History

United Kingdom
- Name: MV Lochmor; 1964: Amimoni (Panama);
- Owner: David MacBrayne; 1964: Tamis SA (Ezkos Maritime Technical Co Ltd), Piraeus;
- Port of registry: Glasgow
- Route: Outer Isles mail steamer from Mallaig and Kyle of Lochalsh
- Builder: Ardrossan Dockyard; Engines: Davey Paxman & Co Ltd, Colchester; new engines fitted 03/1960 & 04/1961;
- Yard number: 349
- Launched: 15 May 1930
- Out of service: 1964
- Fate: Scrapped – 1984

General characteristics
- Type: Passenger Cargo Vessel
- Tonnage: 543 GRT
- Length: 162 ft (49 m)
- Beam: 29 ft (8.8 m)
- Draught: 9 ft (2.7 m)
- Installed power: 2 oil 4SA each 12cy 660bhp
- Propulsion: Twin screws
- Speed: 12 knots; <10 knots (service)
- Capacity: 400

= MV Lochmor (1930) =

MV Lochmor I was the David MacBrayne Ltd Outer Isles mail steamer from 1930 until 1964. She was superseded by a new generation of car ferries.

==History==
MV Lochmor and her sister were built by Ardrossan Dockyard. She was launched on 15 May 1930. For much of her career, the skipper was Captain "Squeaky" Robertson, a well known and popular local man.

In March 1931 in thick fog, Lochearn ran aground on a sandbank at Lonbane, Applecross. Lochmor went to assist but she also became stuck. The 85 year old paddle steamer Glencoe successfully towed them both off.

After the war, both sisters were fitted with Paxman Ricardo diesel engines, improving their performance.

Lochmor grounded on rocks to the northeast of Scarba, Argyll in a gale in October 1948, while transporting cattle to Jura. She was again stranded overnight close to the pier at Lochboisdale in November 1952.

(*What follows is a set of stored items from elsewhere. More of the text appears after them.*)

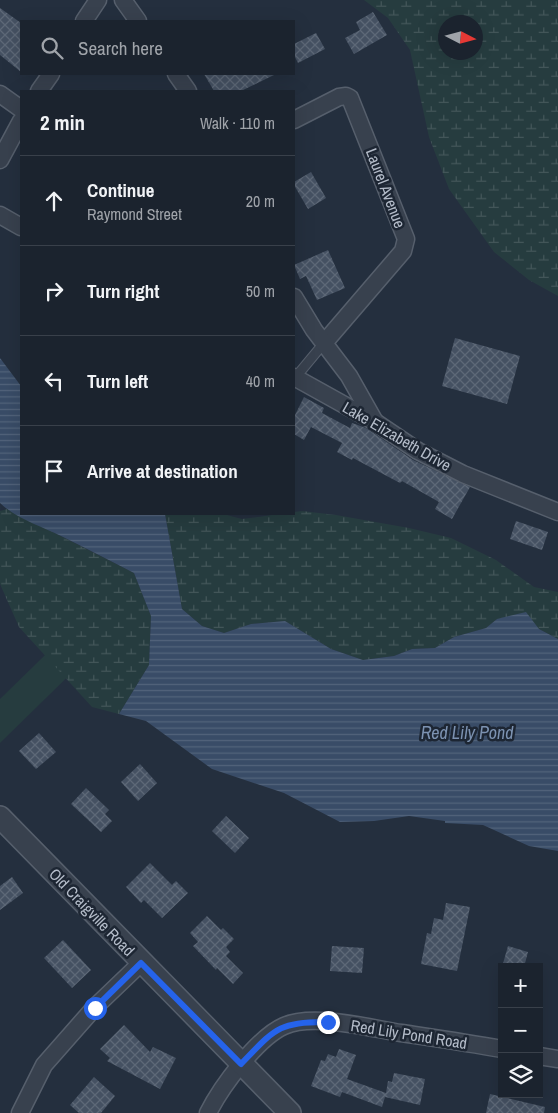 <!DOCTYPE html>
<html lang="en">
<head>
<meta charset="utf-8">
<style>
	body { margin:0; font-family:"Archivo Narrow",sans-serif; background:#242b36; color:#f1f3f6 }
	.controls { position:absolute; right:15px; bottom:15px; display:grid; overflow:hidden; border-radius:0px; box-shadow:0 5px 20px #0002 }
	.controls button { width:45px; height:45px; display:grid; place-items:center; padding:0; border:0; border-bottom:1px solid #39404a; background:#1b232e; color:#f1f3f6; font:25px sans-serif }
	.compass { position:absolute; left:438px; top:15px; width:45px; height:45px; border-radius:50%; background:#1b232e; box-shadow:0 5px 20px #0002; rotate:96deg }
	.stop { position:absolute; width:15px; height:15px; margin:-11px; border:4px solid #2563eb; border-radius:50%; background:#fff }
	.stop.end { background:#2563eb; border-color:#fff; box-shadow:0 1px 5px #0008 }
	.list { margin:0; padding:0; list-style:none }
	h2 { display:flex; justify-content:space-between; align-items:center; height:65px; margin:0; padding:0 20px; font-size:21px }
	h2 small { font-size:16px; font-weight:400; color:#a0a4aa }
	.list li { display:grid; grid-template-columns:32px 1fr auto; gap:15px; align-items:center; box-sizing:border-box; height:90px; padding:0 20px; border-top:1px solid #39404a }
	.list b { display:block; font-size:19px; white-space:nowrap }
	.list p { margin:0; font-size:16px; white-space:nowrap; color:#a0a4aa }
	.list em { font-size:16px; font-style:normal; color:#a0a4aa }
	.icon { flex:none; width:28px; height:28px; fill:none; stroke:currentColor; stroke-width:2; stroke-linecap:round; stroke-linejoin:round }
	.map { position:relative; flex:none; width:558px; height:1113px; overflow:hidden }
	.search { position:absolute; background:#1b232e; box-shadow:0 5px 20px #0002; left:20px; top:20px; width:275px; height:55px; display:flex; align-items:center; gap:12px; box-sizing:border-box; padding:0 18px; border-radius:0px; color:#a0a4aa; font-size:19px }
	.panel { position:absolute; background:#1b232e; box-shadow:0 5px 20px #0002; left:20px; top:90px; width:275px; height:425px; border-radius:0px }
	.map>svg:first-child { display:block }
</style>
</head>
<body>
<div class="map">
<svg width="558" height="1113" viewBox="0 0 558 1113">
	<defs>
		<pattern id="wetland-marsh" width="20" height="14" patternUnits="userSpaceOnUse" patternTransform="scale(1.25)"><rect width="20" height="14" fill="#263c3f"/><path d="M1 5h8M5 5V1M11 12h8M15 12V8" fill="none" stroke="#435659"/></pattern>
		<pattern id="water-rules" width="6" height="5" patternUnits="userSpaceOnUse" patternTransform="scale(1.25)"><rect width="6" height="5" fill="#394c67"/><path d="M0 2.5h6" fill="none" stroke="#53647b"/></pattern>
		<pattern id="building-cross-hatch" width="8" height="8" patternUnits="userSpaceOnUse" patternTransform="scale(1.25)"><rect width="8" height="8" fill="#455162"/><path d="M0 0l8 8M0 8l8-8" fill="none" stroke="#5d6877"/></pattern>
	</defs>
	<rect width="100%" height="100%" fill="#242f3e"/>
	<path fill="#263c3f" d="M122 580 140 606 0 743V699Z"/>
	<g fill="url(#wetland-marsh)" fill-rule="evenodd">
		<path d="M364 0H558V296L529 280 494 252 449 189 429 137 410 50 388 18ZM476 22V52H446V22Z"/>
		<path d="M7 509 134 573 151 616 149 665 119 714 92 707 19 627 0 584V511Z"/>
		<path d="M302 511 336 515 409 528 451 538 496 560 534 587 558 592V639L539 629 497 619 486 628 454 637 435 648 412 649 394 656 363 660 331 649 285 621 251 624 224 633 202 626 182 609 165 514H223L242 519 280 514H294V512Z"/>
	</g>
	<path fill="url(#water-rules)" d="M0 358 21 386V514H165L182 609 202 626 224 633 251 624 285 621 331 649 363 660 394 656 412 649 435 648 454 637 486 628 497 619 526 612 539 629 558 639V851L529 846 483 825 445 823V821L409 816 374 821 340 822 284 793 212 769 146 721 119 714 149 665 151 616 134 573C110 561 86 548 61 536 41 526 17 519 0 503Z"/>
	<g fill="url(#building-cross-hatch)">
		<path d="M0 8 21 23V72L0 55Z"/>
		<path d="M373 12 387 35 354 54 345 38 360 30 356 22Z"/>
		<path d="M316 33 325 49 298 63 294 55V44Z"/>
		<path d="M204 74H276L241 91H214Z"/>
		<path d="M311 172 326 198 308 209 294 185V182Z"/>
		<path d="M328 250 345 288 317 300 306 276 300 279 294 265Z"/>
		<path d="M455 338 520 356 507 404 442 386Z"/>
		<path d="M304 397 324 408 322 413 350 428 352 423 366 428 413 460 470 487 452 519 435 509 439 502 402 481 400 483 353 458 352 460 337 452 342 443 311 427 304 440 294 434V417Z"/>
		<path d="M516 521 548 532 542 550 510 539Z"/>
		<path d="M39 733 56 752 36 769 19 751Z"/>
		<path d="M140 764 157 783 138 801 121 782Z"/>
		<path d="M86 788 109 810 105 814 112 821 101 832 71 804Z"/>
		<path d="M226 816 249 838 235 853 212 831Z"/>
		<path d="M150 863 172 885 176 881 188 893 162 918 144 900 141 903 126 887Z"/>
		<path d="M12 877 23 893 0 910V886Z"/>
		<path d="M446 903 470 907 457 971 421 964 427 933 431 934 434 918 443 920Z"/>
		<path d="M207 916 221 930 223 928 234 939 226 947 230 952 226 956 243 973 233 984 217 968 216 970 193 946 198 942 190 933Z"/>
		<path d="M63 940 91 970 72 988 44 958Z"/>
		<path d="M332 946 364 948 362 973 330 971Z"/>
		<path d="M508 946 528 952 524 967H502Z"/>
		<path d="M124 1025 150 1052 153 1047 176 1058 160 1089 107 1061 110 1058 100 1049Z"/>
		<path d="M339 1049 356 1055 347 1079 386 1093 388 1081 392 1082 394 1073 425 1079 420 1105 385 1097 382 1107 342 1092 340 1097 311 1086 321 1060 325 1061 328 1054 336 1057Z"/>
		<path d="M94 1077 115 1096 101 1113H79L70 1105Z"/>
		<path d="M490 1094 545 1107 544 1113H486Z"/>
	</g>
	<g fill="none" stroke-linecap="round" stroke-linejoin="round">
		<defs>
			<path id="service" d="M295 378 324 343"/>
			<g id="minor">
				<path d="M123 0 138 21"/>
				<path d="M84 21 98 0"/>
				<path d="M176 74 188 91"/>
				<path d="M39 91 51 74"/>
				<path d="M0 94 21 109"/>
				<path d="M294 120 339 97 346 96 350 98 406 239 403 251 324 343"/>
				<path d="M0 160 21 121"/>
				<path d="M0 215 21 227"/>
				<path d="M294 297 314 330 349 376 375 422"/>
				<path d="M294 377 375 422 418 451 463 474 558 512"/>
				<path d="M539 1056 558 1059"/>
				<path d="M20 1113 44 1065 95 1007 141 963"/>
				<path d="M208 1113C221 1087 257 1038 284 1026 314 1013 369 1028 401 1033 434 1038 468 1043 502 1049"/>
			</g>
			<path id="tertiary" d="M0 817 290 1113"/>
		</defs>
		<use href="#service" stroke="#565f6c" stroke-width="11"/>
		<use href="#minor" stroke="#565f6c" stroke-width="19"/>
		<use href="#tertiary" stroke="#565f6c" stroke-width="24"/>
		<use href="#service" stroke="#38414e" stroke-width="9"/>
		<use href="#minor" stroke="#38414e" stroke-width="16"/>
		<use href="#tertiary" stroke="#38414e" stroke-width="21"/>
	</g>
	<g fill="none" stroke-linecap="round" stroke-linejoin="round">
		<path stroke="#2563eb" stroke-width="6" d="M95 1008 141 963 241 1064C274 1030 278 1021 328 1022"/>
	</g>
	<g text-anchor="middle" stroke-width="5" stroke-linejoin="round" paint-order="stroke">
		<g font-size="16" fill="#b4bcc9" stroke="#1d2633">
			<text transform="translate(386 188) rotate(69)" y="6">Laurel Avenue</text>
			<text transform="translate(397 436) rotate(30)" y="6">Lake Elizabeth Drive</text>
			<text transform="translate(92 912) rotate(46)" y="6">Old Craigville Road</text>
			<text transform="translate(409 1034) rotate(9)" y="6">Red Lily Pond Road</text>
		</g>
		<g font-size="18" font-style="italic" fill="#7c92b1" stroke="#1d2633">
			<text x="467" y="739">Red Lily Pond</text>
		</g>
	</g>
</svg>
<div class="controls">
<button>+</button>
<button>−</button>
<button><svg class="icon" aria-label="layers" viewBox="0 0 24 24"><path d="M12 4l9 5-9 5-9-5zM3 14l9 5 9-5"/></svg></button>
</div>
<svg class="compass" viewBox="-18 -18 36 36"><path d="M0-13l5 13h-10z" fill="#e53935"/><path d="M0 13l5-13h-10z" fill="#a0a4aa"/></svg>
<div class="stop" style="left:95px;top:1008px"></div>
<div class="stop end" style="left:328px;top:1022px"></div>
<div class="search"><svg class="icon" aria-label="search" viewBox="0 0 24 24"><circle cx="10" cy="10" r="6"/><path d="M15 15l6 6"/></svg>Search here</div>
<section class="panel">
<h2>2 min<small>Walk · 110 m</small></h2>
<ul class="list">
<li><svg class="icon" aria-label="ahead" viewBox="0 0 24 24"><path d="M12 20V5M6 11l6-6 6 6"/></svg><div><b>Continue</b><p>Raymond Street</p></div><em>20 m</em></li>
<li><svg class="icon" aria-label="right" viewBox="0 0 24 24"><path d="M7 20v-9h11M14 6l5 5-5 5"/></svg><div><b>Turn right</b></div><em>50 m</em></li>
<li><svg class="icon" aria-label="left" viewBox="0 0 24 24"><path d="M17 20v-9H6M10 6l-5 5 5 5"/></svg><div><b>Turn left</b></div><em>40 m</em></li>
<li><svg class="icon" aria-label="arrive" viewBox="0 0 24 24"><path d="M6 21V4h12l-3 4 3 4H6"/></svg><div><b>Arrive at destination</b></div></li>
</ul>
</section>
</div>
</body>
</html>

Both sisters were sold to Greek owners on 26 August 1964 and left Scotland for service in the Greek Islands. Lochmor was renamed Amimoni.

==Layout==
Lochmor was a passenger and cargo vessel, with cabins for 22 passengers. Passenger accommodation consisted of a dining room, lounge and smoking room, with first and second class cabins. She loaded vehicles along with other cargo, using crane and sling.

==Service==
Based at Kyle, Lochmor was the Outer Islands mail steamer from 1930 until 1964. She served Tarbert and Rodel (Harris), Lochmaddy (North Uist) and Lochboisdale (South Uist) three times a week. In the summer of 1963, she sailed out round the south of Skye to Lochmaddy on Mondays, with calls at Glenelg, Mallaig and the Small Isles, returning round the north of Skye on Tuesdays with calls at Rodel, Tarbert, Harris and Scalpay. She reversed the route on Wednesdays/Thursdays to Lochmaddy and Lochboisdale and made a further "anti-clockwise" outward trip on Fridays. The direct return to Mallaig on Saturday morning left time for the Small Isles (Eigg, Rùm and Canna) in the afternoon, before returning via Mallaig to Kyle, where she spent Sundays tied up. During the tourist season the regular Skye boat took cruises to Loch Coruisk, and Lochmor added Portree to the mail route.

On arrival of the first hoist-loading car ferry, on the Uig triangle in 1964, Lochmor moved to the Mallaig to Armadale crossing, awaiting later in the same year. Scalpay and the Small Isles were served by their own dedicated vessels.